« La vie est un perpétuel jaillissement de surprises, elle ne cesse de m’étonner, et c’est pourquoi je remettrai au plus tard possible le ghiribizzo (la lubie) de me faire sauter la cervelle qui me visite de temps à autre (depuis l’âge de seize ans) », La Jeune Moabite, Carnet 151, Dimanche 26 avril 2015, midi, à la terrasse du Métro.

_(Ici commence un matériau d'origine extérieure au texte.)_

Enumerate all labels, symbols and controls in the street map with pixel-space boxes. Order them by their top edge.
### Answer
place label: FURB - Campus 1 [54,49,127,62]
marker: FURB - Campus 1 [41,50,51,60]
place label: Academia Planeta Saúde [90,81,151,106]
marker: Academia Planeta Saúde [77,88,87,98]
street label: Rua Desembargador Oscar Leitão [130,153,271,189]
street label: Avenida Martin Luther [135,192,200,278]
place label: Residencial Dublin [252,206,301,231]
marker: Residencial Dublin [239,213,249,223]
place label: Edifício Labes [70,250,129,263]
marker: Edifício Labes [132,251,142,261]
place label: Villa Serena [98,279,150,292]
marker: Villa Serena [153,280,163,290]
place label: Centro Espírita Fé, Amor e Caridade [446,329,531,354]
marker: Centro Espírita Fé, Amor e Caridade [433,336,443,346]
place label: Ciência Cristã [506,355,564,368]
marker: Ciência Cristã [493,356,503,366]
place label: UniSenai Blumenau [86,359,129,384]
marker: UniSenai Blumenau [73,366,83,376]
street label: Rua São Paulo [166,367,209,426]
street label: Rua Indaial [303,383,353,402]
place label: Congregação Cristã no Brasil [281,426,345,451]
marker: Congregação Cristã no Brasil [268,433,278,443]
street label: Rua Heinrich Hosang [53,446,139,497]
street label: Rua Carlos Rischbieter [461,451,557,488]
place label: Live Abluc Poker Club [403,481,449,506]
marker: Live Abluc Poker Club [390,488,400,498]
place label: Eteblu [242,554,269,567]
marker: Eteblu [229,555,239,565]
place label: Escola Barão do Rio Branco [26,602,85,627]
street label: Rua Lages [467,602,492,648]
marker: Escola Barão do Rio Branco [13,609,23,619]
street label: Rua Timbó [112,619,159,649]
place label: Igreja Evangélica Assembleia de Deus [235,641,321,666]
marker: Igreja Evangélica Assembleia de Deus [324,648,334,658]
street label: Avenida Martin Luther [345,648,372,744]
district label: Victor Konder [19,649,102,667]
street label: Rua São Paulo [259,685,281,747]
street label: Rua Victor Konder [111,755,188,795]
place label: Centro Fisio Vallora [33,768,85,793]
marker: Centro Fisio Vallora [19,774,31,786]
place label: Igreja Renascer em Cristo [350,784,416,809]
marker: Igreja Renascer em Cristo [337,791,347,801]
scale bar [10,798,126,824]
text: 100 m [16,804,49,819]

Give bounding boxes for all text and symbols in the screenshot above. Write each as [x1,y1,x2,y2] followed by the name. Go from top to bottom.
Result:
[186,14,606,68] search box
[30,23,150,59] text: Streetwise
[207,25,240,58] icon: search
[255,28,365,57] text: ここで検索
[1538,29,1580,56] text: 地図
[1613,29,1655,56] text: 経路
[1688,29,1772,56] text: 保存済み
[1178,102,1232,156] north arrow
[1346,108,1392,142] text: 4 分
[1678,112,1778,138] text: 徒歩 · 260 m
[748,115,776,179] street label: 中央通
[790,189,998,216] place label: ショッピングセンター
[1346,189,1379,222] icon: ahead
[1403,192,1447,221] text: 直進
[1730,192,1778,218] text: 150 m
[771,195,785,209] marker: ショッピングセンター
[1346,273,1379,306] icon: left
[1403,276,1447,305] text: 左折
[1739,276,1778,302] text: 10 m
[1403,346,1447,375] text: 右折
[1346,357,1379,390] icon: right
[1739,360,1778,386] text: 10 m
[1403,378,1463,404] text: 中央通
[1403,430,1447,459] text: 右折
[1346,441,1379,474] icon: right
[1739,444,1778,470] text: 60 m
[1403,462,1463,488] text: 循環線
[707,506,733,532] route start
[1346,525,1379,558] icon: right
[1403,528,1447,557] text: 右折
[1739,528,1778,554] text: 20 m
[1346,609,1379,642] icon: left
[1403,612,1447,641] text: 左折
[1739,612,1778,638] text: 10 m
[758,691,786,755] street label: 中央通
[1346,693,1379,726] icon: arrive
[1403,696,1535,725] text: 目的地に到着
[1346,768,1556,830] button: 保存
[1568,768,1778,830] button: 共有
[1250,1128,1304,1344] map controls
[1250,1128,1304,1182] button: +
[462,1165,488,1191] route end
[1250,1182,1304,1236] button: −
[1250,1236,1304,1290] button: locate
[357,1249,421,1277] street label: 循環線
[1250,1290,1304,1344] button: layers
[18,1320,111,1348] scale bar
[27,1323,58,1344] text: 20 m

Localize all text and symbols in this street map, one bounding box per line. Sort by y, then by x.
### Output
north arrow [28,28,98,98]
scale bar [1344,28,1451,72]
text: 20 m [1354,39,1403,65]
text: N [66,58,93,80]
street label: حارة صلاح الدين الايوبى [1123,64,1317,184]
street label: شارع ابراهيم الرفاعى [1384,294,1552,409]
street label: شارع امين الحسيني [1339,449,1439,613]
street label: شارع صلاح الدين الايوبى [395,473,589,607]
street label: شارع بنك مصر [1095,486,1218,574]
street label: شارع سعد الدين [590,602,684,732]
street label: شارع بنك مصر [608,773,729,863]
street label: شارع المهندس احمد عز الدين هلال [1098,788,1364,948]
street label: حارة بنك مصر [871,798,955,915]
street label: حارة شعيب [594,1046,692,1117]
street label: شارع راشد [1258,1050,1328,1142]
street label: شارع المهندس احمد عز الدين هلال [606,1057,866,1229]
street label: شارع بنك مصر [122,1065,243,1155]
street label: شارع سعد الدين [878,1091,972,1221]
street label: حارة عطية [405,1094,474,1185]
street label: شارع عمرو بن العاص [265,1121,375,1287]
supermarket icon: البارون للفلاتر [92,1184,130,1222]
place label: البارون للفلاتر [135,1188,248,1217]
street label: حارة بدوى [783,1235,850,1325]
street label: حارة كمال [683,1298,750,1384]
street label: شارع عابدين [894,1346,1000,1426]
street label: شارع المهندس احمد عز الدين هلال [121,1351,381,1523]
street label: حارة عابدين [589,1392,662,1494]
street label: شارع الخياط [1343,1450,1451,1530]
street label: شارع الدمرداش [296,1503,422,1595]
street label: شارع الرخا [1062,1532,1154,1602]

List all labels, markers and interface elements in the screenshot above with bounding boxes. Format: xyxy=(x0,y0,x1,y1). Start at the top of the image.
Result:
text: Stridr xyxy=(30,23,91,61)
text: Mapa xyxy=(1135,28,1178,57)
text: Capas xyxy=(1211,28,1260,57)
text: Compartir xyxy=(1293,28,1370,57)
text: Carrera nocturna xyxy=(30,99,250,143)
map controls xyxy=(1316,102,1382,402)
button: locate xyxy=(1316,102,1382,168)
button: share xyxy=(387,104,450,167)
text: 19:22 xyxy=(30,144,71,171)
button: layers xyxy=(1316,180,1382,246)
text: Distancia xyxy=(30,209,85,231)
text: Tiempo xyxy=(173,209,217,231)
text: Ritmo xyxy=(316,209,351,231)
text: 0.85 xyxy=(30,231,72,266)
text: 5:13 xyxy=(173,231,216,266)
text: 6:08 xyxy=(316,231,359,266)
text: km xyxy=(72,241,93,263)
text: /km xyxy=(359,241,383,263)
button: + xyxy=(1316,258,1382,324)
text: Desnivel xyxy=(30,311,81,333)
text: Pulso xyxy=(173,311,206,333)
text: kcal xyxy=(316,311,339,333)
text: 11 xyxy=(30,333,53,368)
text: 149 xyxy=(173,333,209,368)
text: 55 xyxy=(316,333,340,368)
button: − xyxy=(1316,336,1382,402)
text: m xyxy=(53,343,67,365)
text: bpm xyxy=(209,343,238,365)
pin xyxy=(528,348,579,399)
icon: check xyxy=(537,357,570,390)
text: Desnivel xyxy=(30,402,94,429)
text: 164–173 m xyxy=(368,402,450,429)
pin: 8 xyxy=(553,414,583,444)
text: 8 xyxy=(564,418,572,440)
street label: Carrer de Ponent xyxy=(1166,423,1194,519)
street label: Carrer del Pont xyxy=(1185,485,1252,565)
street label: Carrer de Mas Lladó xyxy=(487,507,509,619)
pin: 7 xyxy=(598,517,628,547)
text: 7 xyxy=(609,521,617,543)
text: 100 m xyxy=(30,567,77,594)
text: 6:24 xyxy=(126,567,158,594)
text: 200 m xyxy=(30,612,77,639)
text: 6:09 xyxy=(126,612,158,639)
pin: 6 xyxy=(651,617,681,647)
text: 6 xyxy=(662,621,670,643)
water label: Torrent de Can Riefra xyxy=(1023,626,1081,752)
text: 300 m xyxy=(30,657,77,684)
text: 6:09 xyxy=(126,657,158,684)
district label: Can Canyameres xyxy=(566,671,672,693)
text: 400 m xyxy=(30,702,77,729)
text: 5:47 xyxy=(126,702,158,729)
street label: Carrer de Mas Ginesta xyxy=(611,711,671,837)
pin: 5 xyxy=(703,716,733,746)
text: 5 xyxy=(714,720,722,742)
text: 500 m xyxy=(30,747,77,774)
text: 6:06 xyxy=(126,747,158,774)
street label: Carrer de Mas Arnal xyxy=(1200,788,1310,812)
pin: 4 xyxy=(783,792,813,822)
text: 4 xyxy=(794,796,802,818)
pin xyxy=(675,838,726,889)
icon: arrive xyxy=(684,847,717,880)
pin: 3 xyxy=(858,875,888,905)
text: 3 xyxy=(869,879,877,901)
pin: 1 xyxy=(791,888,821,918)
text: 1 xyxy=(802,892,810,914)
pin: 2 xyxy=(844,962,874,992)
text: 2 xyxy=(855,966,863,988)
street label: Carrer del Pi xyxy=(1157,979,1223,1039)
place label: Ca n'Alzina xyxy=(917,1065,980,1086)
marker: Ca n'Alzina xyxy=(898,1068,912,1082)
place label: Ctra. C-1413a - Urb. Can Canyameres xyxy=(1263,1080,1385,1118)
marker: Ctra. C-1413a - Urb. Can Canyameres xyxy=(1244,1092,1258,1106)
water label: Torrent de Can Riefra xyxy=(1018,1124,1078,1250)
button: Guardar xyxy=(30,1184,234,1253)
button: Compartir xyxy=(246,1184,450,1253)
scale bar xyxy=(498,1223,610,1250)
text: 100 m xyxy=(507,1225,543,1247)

Gabriel Matzneff poursuit la publication de son journal, ses carnets noirs, comme il les nomme. Et il leur donne à chaque fois de beaux noms de baptême. Que l’on se souvienne : Cette camisole de flammes, Mes amours décomposés, La prunelle de mes yeux, Les soleils révolus, ou encore Mais la musique soudain s’est tue, que se partagent deux maisons d’édition La Table Ronde et Gallimard. La Jeune Moabite est le journal de l’effervescence, des amours et des doutes, journal de la maladie qui rôde et de colère. L’écrivain ne cache rien, ce qui lui vaut, on le sait, d’être voué aux gémonies – cet escalier où reposaient les corps des condamnés après leur assassinat et que l’on traînait ensuite dans le Tibre, cet escalier menant à l’enfer alors que l’écrivain vit au paradis –, au silence ou au mépris. Mais les livres sont là, et comme à chaque fois, seule leur lecture attentive a valeur de jugement littéraire, qui n’est jamais un jugement dernier. La Jeune Moabite est un monologue avec le Temps, il ne passe pas comme l’on croit, mais l’écrivain le traverse : à Paris au Flore, à Naples – je bois un lait d’amande après une grande promenade dans les rues animées, joyeuses, vivantes –, dans son placard parisien, ou chez Lipp, à Strasbourg – J’étais à la fenêtre, je vous ai reconnu ! – à Venise – Hier soir, la promenade à Burano a été un enchantement –, il traverse le Temps, avec légèreté et style, mais aussi angoisse. Les médecins, les laboratoires, les hôpitaux, le dérèglement des cellules – comme lorsque les phrases perdent toute attache, toute raison d’être et toute vitalité –, les jeunes amours, la mémoire, les romans à écrire et d’autres épreuves à corriger, voilà le théâtre des Opérations de ce Journal romanesque, de ce livre sous tension, de ce roman de sa vie, éclairé par l’éclat fauve de ses notations quotidiennes.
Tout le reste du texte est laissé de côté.